Problem – In the listing below, which lines contain the string "canvas"? Copy them all.
━━━
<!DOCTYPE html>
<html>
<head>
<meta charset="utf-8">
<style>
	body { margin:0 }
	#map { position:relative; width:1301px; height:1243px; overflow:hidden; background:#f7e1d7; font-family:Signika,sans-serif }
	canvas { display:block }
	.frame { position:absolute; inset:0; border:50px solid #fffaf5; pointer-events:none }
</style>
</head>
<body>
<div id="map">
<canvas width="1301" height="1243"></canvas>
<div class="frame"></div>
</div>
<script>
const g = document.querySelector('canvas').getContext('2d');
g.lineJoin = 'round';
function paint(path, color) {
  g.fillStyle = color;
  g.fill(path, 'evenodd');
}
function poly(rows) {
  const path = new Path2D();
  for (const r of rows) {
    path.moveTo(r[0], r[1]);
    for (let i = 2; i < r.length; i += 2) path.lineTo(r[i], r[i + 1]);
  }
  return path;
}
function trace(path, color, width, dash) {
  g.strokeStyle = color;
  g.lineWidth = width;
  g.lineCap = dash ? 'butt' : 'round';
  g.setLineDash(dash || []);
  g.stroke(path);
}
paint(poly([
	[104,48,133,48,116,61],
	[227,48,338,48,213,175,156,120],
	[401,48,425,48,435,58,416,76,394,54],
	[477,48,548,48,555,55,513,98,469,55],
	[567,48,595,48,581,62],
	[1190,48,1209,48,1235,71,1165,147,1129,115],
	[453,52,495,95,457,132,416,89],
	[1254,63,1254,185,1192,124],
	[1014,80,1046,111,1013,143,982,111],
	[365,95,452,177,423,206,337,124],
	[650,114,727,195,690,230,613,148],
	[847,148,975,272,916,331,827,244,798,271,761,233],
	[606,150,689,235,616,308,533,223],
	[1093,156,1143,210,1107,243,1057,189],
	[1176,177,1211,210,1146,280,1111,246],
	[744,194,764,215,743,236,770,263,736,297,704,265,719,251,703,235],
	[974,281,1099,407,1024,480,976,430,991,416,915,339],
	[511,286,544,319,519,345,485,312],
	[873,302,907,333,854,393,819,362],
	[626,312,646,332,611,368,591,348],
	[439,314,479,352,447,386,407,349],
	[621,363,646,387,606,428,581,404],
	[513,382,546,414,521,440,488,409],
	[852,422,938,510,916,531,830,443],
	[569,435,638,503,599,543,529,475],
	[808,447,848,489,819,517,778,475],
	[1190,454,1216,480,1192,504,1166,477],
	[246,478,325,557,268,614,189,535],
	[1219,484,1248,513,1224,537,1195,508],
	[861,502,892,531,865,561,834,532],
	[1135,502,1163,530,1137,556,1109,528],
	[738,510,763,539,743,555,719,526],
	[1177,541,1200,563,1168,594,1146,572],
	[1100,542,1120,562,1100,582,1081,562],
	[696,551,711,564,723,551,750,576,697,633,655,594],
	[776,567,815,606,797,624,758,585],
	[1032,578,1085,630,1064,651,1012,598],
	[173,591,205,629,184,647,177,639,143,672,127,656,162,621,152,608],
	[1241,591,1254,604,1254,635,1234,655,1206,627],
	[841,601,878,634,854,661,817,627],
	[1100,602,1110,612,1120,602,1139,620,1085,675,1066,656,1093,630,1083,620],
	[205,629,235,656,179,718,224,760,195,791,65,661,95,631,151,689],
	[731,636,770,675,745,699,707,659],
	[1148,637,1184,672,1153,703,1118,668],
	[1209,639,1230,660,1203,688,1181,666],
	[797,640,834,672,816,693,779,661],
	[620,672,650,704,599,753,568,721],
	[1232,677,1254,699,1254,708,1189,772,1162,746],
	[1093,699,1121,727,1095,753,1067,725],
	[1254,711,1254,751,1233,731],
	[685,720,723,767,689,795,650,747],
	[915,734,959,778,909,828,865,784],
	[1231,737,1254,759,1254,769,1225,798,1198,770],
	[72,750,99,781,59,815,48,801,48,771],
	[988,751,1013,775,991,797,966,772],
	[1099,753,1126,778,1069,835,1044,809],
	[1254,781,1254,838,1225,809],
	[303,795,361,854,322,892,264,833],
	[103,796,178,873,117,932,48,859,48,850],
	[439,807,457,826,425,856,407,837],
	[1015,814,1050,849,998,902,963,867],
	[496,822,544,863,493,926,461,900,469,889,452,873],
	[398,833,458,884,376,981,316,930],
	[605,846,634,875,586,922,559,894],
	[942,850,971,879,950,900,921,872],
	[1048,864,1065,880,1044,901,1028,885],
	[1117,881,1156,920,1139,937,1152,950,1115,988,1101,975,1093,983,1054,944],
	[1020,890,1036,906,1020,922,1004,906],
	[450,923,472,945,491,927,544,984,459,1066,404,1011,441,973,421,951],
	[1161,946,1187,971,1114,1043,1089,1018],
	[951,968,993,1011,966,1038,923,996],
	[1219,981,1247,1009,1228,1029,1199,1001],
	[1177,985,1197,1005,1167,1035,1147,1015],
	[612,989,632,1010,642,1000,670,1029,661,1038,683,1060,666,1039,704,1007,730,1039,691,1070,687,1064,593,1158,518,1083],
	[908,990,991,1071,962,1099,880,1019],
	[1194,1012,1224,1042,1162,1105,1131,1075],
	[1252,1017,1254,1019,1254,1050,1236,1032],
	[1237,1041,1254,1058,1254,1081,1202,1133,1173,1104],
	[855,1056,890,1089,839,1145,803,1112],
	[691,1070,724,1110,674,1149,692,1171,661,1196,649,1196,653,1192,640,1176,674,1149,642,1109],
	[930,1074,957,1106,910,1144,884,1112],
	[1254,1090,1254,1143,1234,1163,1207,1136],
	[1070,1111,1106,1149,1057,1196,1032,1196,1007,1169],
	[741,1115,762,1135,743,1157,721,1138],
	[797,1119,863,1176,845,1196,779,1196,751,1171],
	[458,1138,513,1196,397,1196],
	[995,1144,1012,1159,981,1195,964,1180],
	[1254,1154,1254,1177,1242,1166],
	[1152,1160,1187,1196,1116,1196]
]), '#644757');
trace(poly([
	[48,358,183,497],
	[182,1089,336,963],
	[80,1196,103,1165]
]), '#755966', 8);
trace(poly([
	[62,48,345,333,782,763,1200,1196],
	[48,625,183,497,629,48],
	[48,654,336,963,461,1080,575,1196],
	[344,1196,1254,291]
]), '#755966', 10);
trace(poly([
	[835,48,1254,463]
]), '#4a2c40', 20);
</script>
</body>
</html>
━━━
Response below –
	canvas { display:block }
<canvas width="1301" height="1243"></canvas>
const g = document.querySelector('canvas').getContext('2d');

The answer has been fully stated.